WHAT NEEDS TO BE DONE:
Copy the data below exactly. Any pictures in it should be omitted.
##### INPUT #####
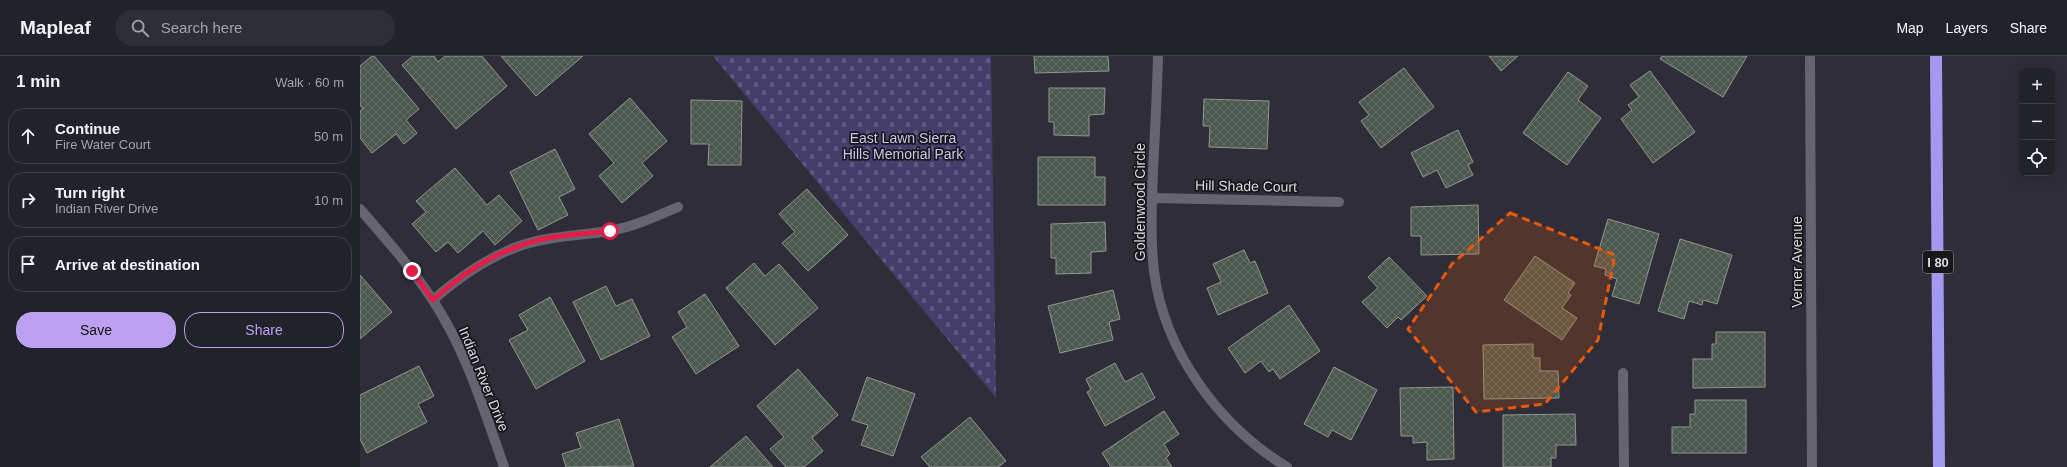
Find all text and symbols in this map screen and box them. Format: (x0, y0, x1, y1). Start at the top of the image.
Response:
search box (115, 10, 395, 46)
text: Mapleaf (20, 17, 91, 38)
icon: search (129, 17, 151, 39)
text: Search here (161, 19, 242, 36)
text: Map (1896, 20, 1924, 36)
text: Layers (1946, 20, 1988, 36)
text: Share (2010, 20, 2047, 36)
map controls (2019, 68, 2055, 176)
button: + (2019, 68, 2055, 104)
text: 1 min (16, 72, 60, 91)
text: Walk · 60 m (275, 75, 344, 90)
button: − (2019, 104, 2055, 140)
text: Continue (55, 120, 120, 137)
icon: ahead (17, 125, 39, 147)
text: 50 m (314, 129, 343, 144)
park label: East Lawn Sierra Hills Memorial Park (843, 130, 964, 162)
text: Fire Water Court (55, 137, 151, 152)
button: locate (2019, 140, 2055, 176)
street label: Goldenwood Circle (1132, 143, 1148, 261)
street label: Hill Shade Court (1195, 177, 1297, 195)
text: Turn right (55, 184, 125, 201)
icon: right (17, 189, 39, 211)
text: 10 m (314, 193, 343, 208)
text: Indian River Drive (55, 201, 158, 216)
street label: Verner Avenue (1789, 216, 1805, 308)
route start (601, 222, 619, 240)
road number: I 80 (1923, 251, 1953, 273)
icon: arrive (17, 253, 39, 275)
text: Arrive at destination (55, 256, 200, 273)
route end (403, 262, 421, 280)
button: Save (16, 312, 176, 348)
button: Share (184, 312, 344, 348)
street label: Indian River Drive (456, 324, 512, 434)

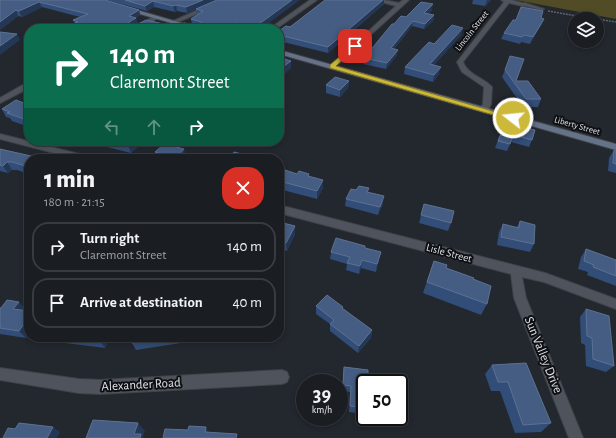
#####
EXERCISE ANSWER:
Find all text and symbols in this map screen and box them. Format: (x0, y0, x1, y1). Start at the top of the image.
Response:
search box (115, 10, 395, 46)
text: Mapleaf (20, 17, 91, 38)
icon: search (129, 17, 151, 39)
text: Search here (161, 19, 242, 36)
text: Map (1896, 20, 1924, 36)
text: Layers (1946, 20, 1988, 36)
text: Share (2010, 20, 2047, 36)
map controls (2019, 68, 2055, 176)
button: + (2019, 68, 2055, 104)
text: 1 min (16, 72, 60, 91)
text: Walk · 60 m (275, 75, 344, 90)
button: − (2019, 104, 2055, 140)
text: Continue (55, 120, 120, 137)
icon: ahead (17, 125, 39, 147)
text: 50 m (314, 129, 343, 144)
park label: East Lawn Sierra Hills Memorial Park (843, 130, 964, 162)
text: Fire Water Court (55, 137, 151, 152)
button: locate (2019, 140, 2055, 176)
street label: Goldenwood Circle (1132, 143, 1148, 261)
street label: Hill Shade Court (1195, 177, 1297, 195)
text: Turn right (55, 184, 125, 201)
icon: right (17, 189, 39, 211)
text: 10 m (314, 193, 343, 208)
text: Indian River Drive (55, 201, 158, 216)
street label: Verner Avenue (1789, 216, 1805, 308)
route start (601, 222, 619, 240)
road number: I 80 (1923, 251, 1953, 273)
icon: arrive (17, 253, 39, 275)
text: Arrive at destination (55, 256, 200, 273)
route end (403, 262, 421, 280)
button: Save (16, 312, 176, 348)
button: Share (184, 312, 344, 348)
street label: Indian River Drive (456, 324, 512, 434)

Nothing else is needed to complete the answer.